The cases of variants of codons Arg38 and Arg148 need to be also considered. The c.113G>A (p.(Arg38His)) variant of our set apparently displays a milder effect, with the affected patient showing only CIPO and no further complications. Consistent with previous observations of adult patients carrying variants affecting codon Arg148,7, 8 also our patient S83 was affected by adult visceral myopathy, a late onset condition characterized by fast progression and very poor outcome.

The further definition of the phenotypic spectrum associated with ACTG2 causing variants in larger CIPO series will improve diagnosis and our understanding of disease prognosis.

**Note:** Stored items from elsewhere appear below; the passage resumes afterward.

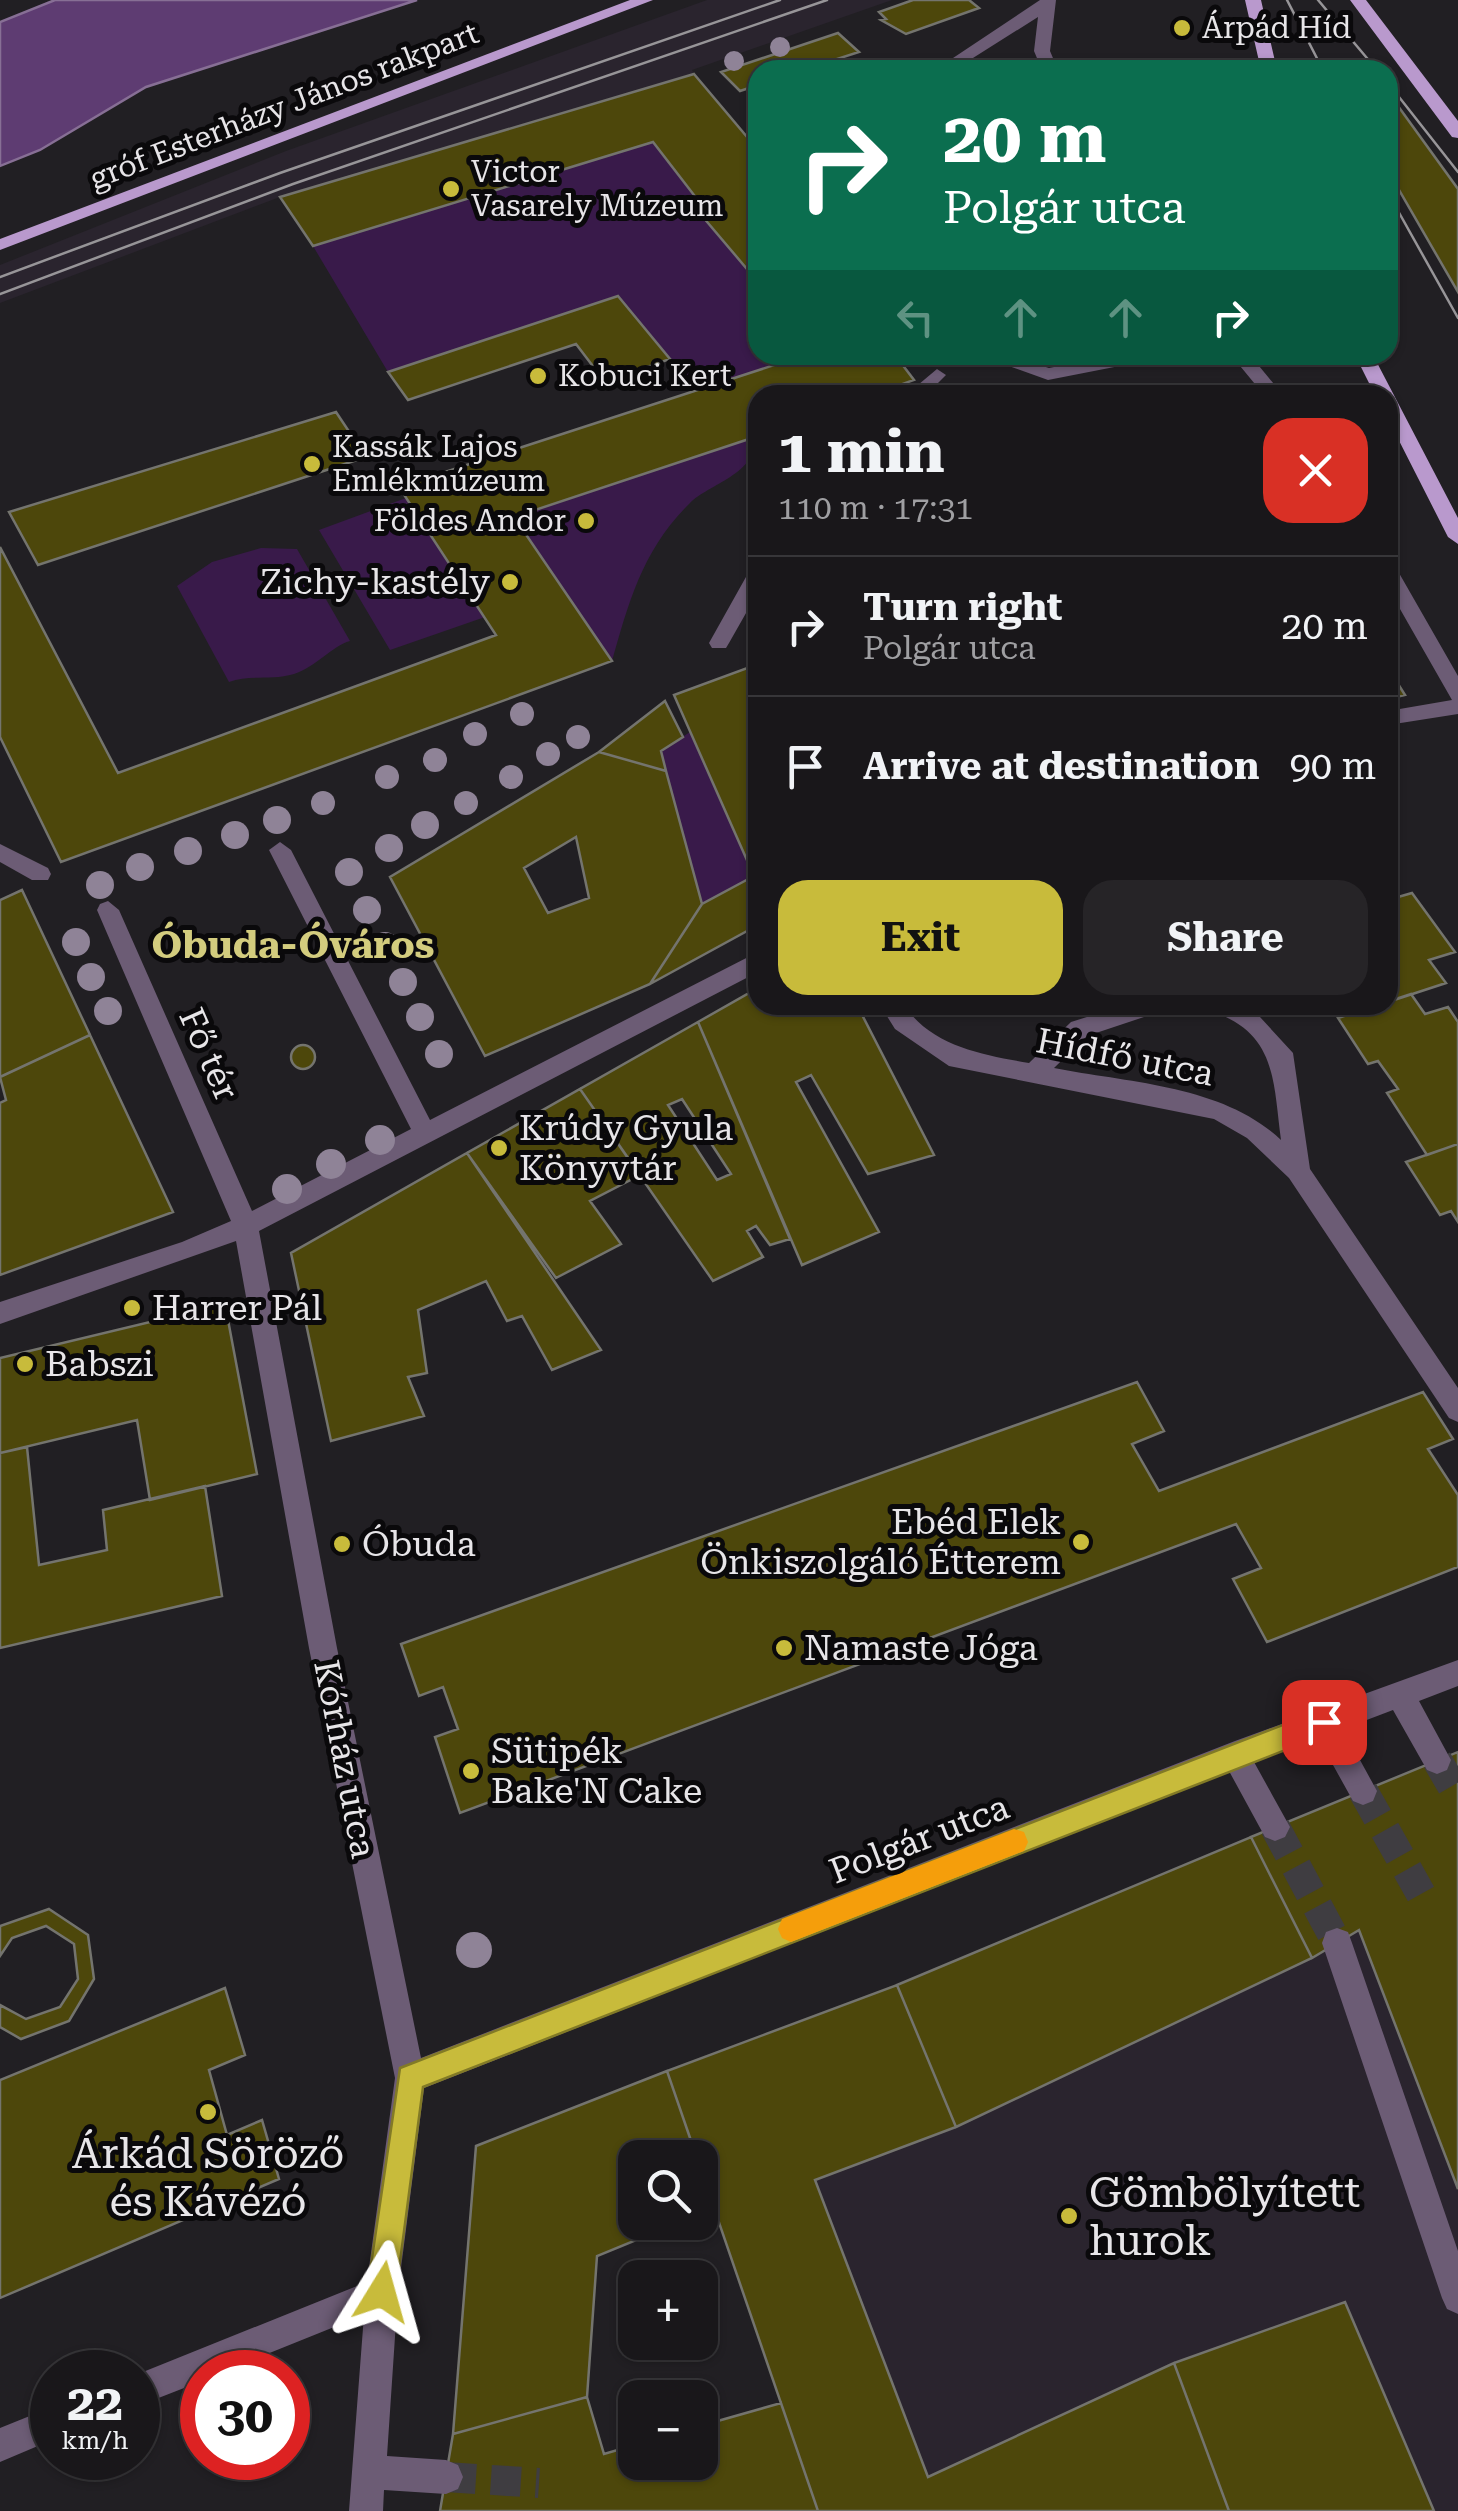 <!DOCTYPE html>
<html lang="en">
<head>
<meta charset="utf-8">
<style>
	body { margin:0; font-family:"Roboto Serif",serif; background:#262427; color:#f1f3f6; height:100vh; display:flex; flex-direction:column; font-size:38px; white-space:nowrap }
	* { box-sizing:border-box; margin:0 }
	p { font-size:32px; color:#9f9fa2 }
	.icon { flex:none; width:55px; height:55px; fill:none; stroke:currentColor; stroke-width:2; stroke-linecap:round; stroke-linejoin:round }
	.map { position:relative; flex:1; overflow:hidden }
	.details { position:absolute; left:748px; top:385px; width:650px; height:630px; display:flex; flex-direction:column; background:#19171a; border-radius:30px; box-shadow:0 2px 8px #0004,0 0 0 2px #373639 }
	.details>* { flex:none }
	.guide { position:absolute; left:748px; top:60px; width:650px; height:305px; border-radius:30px; box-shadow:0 2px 8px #0004,0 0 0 2px #373639; background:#0b6e4f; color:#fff; overflow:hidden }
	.controls { position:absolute; left:618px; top:2140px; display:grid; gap:20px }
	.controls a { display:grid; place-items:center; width:100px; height:100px; border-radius:20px; background:#19171a; box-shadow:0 2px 8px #0004,0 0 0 2px #373639; font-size:50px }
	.speed { position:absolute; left:30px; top:2350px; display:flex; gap:20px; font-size:50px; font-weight:700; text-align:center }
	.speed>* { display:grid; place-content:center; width:130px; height:130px; border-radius:50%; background:#19171a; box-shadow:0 2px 8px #0004,0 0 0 2px #373639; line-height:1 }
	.speed small { font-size:25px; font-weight:400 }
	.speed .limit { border:15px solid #d22; background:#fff; color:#111 }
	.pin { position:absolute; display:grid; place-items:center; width:85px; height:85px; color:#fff; margin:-42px; border-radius:20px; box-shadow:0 5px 15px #0006 }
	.me { position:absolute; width:110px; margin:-55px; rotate:8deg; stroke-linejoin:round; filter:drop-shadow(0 0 8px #0008) }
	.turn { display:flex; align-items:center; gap:35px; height:210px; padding:0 30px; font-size:45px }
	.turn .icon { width:130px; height:130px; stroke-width:2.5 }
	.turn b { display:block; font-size:70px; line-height:85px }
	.lanes { display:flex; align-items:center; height:95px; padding:0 30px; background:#0003; justify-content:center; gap:50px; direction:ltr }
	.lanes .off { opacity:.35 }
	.round { display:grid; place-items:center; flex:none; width:105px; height:105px; border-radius:30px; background:#262427 }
	.head { display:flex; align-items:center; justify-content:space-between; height:170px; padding:0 30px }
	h1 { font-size:60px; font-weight:700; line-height:75px }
	.primary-button { display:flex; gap:20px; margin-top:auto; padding:20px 30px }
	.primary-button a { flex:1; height:115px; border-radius:30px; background:#c8bb3b; color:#111; font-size:40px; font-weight:700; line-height:115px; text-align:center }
	.primary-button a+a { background:#262427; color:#f1f3f6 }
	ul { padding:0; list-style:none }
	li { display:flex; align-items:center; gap:30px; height:140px; padding:0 30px; border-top:2px solid #373639 }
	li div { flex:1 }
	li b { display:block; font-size:38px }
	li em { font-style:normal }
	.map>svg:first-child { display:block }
</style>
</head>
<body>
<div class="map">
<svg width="1458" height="2511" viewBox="0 0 1458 2511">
	<rect width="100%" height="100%" fill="#211f23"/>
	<!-- built -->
	<path fill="#2a242e" d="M707 0H892L692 70 694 74 280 197 0 303V265L286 151Z
		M1458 1752V2511H818L667 2071 897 1985Z"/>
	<!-- green -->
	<path fill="#391a4a" d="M653 142 704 208 698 211 757 282 758 355H805L697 390 618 296 388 372 313 246Z
		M757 436C757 474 709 484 690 503 643 549 629 601 612 661L514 517Z
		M406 498 485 617 390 650 319 530Z
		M261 548 297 549 350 641C332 646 316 667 294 674 271 681 249 674 229 682L177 586 212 562Z
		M690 732 754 876 702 904 661 751Z"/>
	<!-- water -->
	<path fill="#5e3c72" stroke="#876f95" stroke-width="2.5" d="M55 0H417L146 87 40 150 0 166V22Z"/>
	<!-- building -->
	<path fill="#4d470b" stroke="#74746e" stroke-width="2.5" fill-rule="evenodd" d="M913 0H969L979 8 906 34 881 20 886 19 879 12Z
		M838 33 859 52 803 70H758V85L740 91 721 72Z
		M694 74 758 150V282L697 210 704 208 653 142 313 246 280 197Z
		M1398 106 1458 189V292L1388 171V108Z
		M618 296 670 359 605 382 576 344 408 400 388 372Z
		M805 355H895L914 380 872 395H758V436L514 517 612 661 61 862 0 737V547L118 773 496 635 399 487Z
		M336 412 366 457 38 565 9 512Z
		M750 667 758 681V875L754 876 674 695Z
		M1388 668 1405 695 1388 699Z
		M665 701 683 737 661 751 666 771 599 752Z
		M599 752 666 771 702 904 650 984 485 1056 390 877ZM576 837 589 898 548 913 524 868Z
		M754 876 758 877V925L650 984 702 904Z
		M22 890 90 1035 0 1077V900Z
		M1412 893 1455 952 1429 960 1446 983 1388 1002V895L1391 899Z
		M758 988V1005H857L934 1155 868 1174 811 1075 796 1082 879 1232 802 1265 698 1022Z
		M1411 994 1425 1014 1448 1007 1458 1022V1144L1427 1155 1387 1093 1398 1089 1378 1061 1368 1064 1338 1018Z
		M698 1022 790 1239 770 1245 756 1226 747 1231 763 1257 713 1281 580 1089ZM682 1099 731 1174 717 1180 668 1105Z
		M90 1035 173 1212 0 1275V1103L6 1100 0 1077Z
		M291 1057a12 12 0 1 1 24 0a12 12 0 1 1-24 0Z
		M580 1089 640 1175 590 1201 621 1244 556 1278 467 1153Z
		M1458 1144V1222L1451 1211 1440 1215 1406 1162Z
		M467 1153 601 1350 552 1370 522 1316 507 1321 486 1281 418 1310 427 1373 408 1377 424 1416 331 1441 291 1253Z
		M225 1304 257 1474 150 1500 137 1420 0 1453V1358Z
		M1137 1382 1164 1431 1132 1444 1159 1491 1423 1392 1453 1439 1428 1449 1458 1495V1567L1267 1642 1233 1579 1261 1568 1236 1524 460 1813 435 1737 458 1729 443 1687 419 1696 401 1644Z
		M27 1447 39 1565 107 1550 103 1510 205 1486 222 1596 0 1648V1453Z
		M1458 1752V2189L1359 1930 1312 1958 1251 1837Z
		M1251 1837 1312 1958 956 2127 897 1985Z
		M49 1909 88 1935 94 1979 69 2021 21 2039 0 2027V2005L26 2019 60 2007 78 1979 74 1944 46 1926 12 1938 0 1956V1926Z
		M897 1985 956 2127 815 2180 928 2477 1174 2363 1229 2511H818L667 2071Z
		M225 1988 245 2055 209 2070 227 2135 262 2120 279 2179 0 2298V2080Z
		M667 2071 697 2158H635V2222H680L597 2256 587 2397 453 2434 476 2146Z
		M700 2167 714 2208 700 2214Z
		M1345 2302 1434 2511H1229L1174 2363Z
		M587 2397 604 2454 635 2445V2462H700V2426L781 2403 818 2511H440L453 2434Z"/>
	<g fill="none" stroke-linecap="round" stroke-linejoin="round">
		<!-- minor-tunnel -->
		<path stroke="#3f3d41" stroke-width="30" stroke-dasharray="30 15" stroke-linecap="butt" d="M1437 1760 1458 1796
			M1363 1791 1421 1894
			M1275 1827 1337 1943
			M446 2477 539 2483"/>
		<!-- minor -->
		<path fill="#6c5c75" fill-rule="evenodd" d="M1040 0H1056L1050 51 1058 70H1042L1034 51 1038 17 954 70H935Z
			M978 355H1007L1049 368 1115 355H1154L1145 361 1048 380Z
			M1231 355H1250L1283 395H1264Z
			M937 369 946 375 926 395H906Z
			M1388 564 1395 566 1458 676V714L1388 725V711L1452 700 1388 588Z
			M758 566V592L729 643 726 648H712L709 643 751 568Z
			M280 842 291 850 430 1120 758 952V972L259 1231 337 1648 421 2058 1235 1741 1458 1660V1686L1419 1701 1451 1760 1447 1770 1437 1774 1427 1770 1393 1710 1343 1729 1377 1791 1373 1801 1363 1805 1353 1801 1318 1738 1254 1762 1290 1827 1285 1837 1275 1841 1265 1837 1229 1771 424 2088 398 2292 387 2456 446 2460 458 2465 463 2477 458 2489 446 2494 384 2490 383 2511H349L364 2315 222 2372H202V2381L138 2406V2374L367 2282 395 2078 309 1648 236 1241 0 1324V1302L182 1242 231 1221 97 910 100 904 108 901 119 910 252 1211 411 1129 269 850Z
			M0 844 48 868 51 874 48 880H32L0 862Z
			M880 1005H904C932 1047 984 1055 1029 1063L1071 1022 1125 1005H1166L1162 1011 1087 1036 1054 1068C1130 1083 1223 1085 1281 1140 1273 1081 1277 1033 1211 1011L1207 1005H1249L1293 1053 1310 1169 1458 1388V1422L1449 1418 1289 1178 1247 1138 1214 1119 949 1066 895 1029Z
			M1337 1928 1348 1932 1352 1943 1458 2251V2314L1447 2309 1442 2298 1322 1943 1326 1932Z
			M52 2407V2440L0 2462V2428Z"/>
		<!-- major -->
		<path fill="#b999cd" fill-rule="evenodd" d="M630 0H653L0 250V239Z
			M1245 0H1261L1277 70H1261Z
			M1350 0H1366L1458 121V138L1452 137Z
			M1355 355H1373L1458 518V544L1448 537 1388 419V395H1375Z"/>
		<!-- tram -->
		<path stroke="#979598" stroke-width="2.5" d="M1287 0 1323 70
			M1318 0 1377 70
			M1388 83 1458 172
			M1388 193 1458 318
			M0 277 280 173 780 0
			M0 294 293 184 827 0"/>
	</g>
	<!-- trees -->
	<g fill="#8f8397">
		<circle cx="780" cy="47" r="10"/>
		<circle cx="734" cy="61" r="10"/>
		<circle cx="522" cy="714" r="12"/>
		<circle cx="475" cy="734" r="12"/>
		<circle cx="578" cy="737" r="12"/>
		<circle cx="548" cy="754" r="12"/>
		<circle cx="435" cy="760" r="12"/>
		<circle cx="387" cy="777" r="12"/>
		<circle cx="511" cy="777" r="12"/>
		<circle cx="323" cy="803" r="12"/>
		<circle cx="466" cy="803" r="12"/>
		<circle cx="277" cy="820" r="14"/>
		<circle cx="425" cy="825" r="14"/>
		<circle cx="235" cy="835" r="14"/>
		<circle cx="389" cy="848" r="14"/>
		<circle cx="188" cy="851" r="14"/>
		<circle cx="140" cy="867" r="14"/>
		<circle cx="349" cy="872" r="14"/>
		<circle cx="100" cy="885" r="14"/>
		<circle cx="367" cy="910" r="14"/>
		<circle cx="76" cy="942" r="14"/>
		<circle cx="385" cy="946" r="14"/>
		<circle cx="91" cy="977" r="14"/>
		<circle cx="403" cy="982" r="14"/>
		<circle cx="108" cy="1011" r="14"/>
		<circle cx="420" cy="1017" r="14"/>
		<circle cx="439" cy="1054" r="14"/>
		<circle cx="380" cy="1140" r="15"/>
		<circle cx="331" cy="1164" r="15"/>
		<circle cx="287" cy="1189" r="15"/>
		<circle cx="474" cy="1950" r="18"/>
	</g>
	<!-- route -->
	<path fill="#c8bb3b" stroke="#827a26" stroke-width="2.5" d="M1324 1709 1334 1713 1337 1722 1334 1731 423 2087 396 2292 392 2303 382 2307 371 2303 367 2292 400 2068Z"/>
	<!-- slow -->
	<path fill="#f59e0b" d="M1014 1829 1024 1832 1028 1842 1024 1851 791 1942 782 1938 778 1929 782 1919Z"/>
	<!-- markers -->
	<g fill="#c8bb3b" stroke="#0a090b" stroke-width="4">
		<circle cx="1182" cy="28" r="10"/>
		<circle cx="451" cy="189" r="10"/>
		<circle cx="538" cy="376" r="10"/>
		<circle cx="312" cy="464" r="10"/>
		<circle cx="586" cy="521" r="10"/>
		<circle cx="510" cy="582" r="10"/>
		<circle cx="499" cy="1148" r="10"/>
		<circle cx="132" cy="1308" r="10"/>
		<circle cx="25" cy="1364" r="10"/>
		<circle cx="1081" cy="1542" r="10"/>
		<circle cx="342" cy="1544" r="10"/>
		<circle cx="784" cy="1648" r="10"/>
		<circle cx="471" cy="1771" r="10"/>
		<circle cx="208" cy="2112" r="10"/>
		<circle cx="1069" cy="2216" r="10"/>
	</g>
	<g text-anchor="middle" stroke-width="10" stroke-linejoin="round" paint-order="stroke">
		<!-- far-poi labels -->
		<g font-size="30" fill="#e7e5e8" stroke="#0a090b" text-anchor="start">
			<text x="1202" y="38">Árpád Híd</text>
			<text x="471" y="182">Victor<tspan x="471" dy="34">Vasarely Múzeum</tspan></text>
			<text x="558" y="386">Kobuci Kert</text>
			<text x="332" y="457">Kassák Lajos<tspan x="332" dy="34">Emlékmúzeum</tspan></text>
			<text x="566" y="531" text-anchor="end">Földes Andor</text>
		</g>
		<!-- far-street labels -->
		<g font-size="30" fill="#e7e5e8" stroke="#0a090b">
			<text transform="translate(284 106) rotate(-21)" y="10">gróf Esterházy János rakpart</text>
		</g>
		<!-- poi labels -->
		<g font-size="35" fill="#e7e5e8" stroke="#0a090b" text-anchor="start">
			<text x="490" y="594" text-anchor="end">Zichy-kastély</text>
			<text x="519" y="1140">Krúdy Gyula<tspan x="519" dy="40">Könyvtár</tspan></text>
			<text x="152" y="1320">Harrer Pál</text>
			<text x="45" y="1376">Babszi</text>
			<text x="1061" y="1534" text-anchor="end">Ebéd Elek<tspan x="1061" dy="40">Önkiszolgáló Étterem</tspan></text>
			<text x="362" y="1556">Óbuda</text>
			<text x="804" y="1660">Namaste Jóga</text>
			<text x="491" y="1763">Sütipék<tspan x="491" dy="40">Bake'N Cake</tspan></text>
		</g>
		<!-- street labels -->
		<g font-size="35" fill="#e7e5e8" stroke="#0a090b">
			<text transform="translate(209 1054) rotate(66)" y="12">Fő tér</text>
			<text transform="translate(1125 1057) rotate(11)" y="12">Hídfő utca</text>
			<text transform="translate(345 1759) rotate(79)" y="12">Kórház utca</text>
			<text transform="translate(919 1839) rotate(-21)" y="12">Polgár utca</text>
		</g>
		<!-- neighbourhood labels -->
		<g font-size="38" font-weight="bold" fill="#d3cc7e" stroke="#0a090b">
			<text x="293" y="958">Óbuda-Óváros</text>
		</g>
		<!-- near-poi labels -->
		<g font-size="42" fill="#e7e5e8" stroke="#0a090b">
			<text x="208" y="2168">Árkád Söröző<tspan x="208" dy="48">és Kávézó</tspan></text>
			<text x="1089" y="2207" text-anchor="start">Gömbölyített<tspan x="1089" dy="48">hurok</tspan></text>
		</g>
	</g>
</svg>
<div class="controls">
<a><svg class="icon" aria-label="search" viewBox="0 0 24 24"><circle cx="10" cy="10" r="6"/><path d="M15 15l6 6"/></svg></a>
<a>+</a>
<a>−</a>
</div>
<div class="speed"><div>22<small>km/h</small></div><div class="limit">30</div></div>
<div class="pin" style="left:1324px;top:1722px;background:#d93025"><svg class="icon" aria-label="arrive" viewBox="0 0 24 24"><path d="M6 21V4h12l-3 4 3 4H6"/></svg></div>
<svg class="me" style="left:382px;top:2292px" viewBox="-20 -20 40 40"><path d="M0-17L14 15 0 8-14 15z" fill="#c8bb3b" stroke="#fff" stroke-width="4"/></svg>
<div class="guide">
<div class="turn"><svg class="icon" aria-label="right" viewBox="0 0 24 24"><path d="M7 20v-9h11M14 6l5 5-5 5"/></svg><div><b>20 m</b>Polgár utca</div></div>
<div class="lanes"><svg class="icon off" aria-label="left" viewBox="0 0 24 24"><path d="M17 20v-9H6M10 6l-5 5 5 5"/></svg><svg class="icon off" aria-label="ahead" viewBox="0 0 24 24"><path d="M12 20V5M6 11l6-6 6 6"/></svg><svg class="icon off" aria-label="ahead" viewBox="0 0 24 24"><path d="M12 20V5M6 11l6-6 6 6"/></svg><svg class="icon" aria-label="right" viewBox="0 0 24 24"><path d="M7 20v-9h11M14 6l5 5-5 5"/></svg></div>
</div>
<section class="details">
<div class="head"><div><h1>1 min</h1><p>110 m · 17:31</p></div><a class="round" style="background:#d93025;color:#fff"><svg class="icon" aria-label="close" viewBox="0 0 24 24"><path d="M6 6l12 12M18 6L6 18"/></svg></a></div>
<ul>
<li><svg class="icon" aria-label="right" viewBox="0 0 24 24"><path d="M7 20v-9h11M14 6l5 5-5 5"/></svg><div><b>Turn right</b><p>Polgár utca</p></div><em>20 m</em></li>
<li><svg class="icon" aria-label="arrive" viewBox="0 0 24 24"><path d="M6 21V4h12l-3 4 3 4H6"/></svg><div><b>Arrive at destination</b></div><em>90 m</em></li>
</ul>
<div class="primary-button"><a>Exit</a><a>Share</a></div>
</section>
</div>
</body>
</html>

Finally, our results allow to retrospectively speculate about the nature of the primary defect in patients carrying ACTG2 variants. Indeed, most of our patients initially received an INDB diagnosis and consequently were regarded as affected by intestinal neuropathy. Similar to our patients, one of whom with CIPO+megacystis (S9) has specifically been reassessed showing a histological picture of visceral myopathy rather than visceral neuropathy, some histopathological studies of the myenteric and submucosal plexuses reported abnormalities of ganglion cells in ACTG2 variant carrying CIPO and MMIHS patients.8, 20 These results rule out the histopathological INDB picture, confirmed in the above S9 patient, as a hallmark for enteric neuropathy and/or a feature peculiar of intestinal innervations defects, suggesting enteric nervous system abnormalities may be secondary consequences of an impaired gut motility caused by ACTG2 variants and can occur either alongside, in parallel or subsequently to a primary non-enteric nervous system defect. This is of utmost importance for CIPO classification and confirms the need for extensive correlations between histopathological/clinical phenotypes and genetic defects in gastrointestinal motility disorders.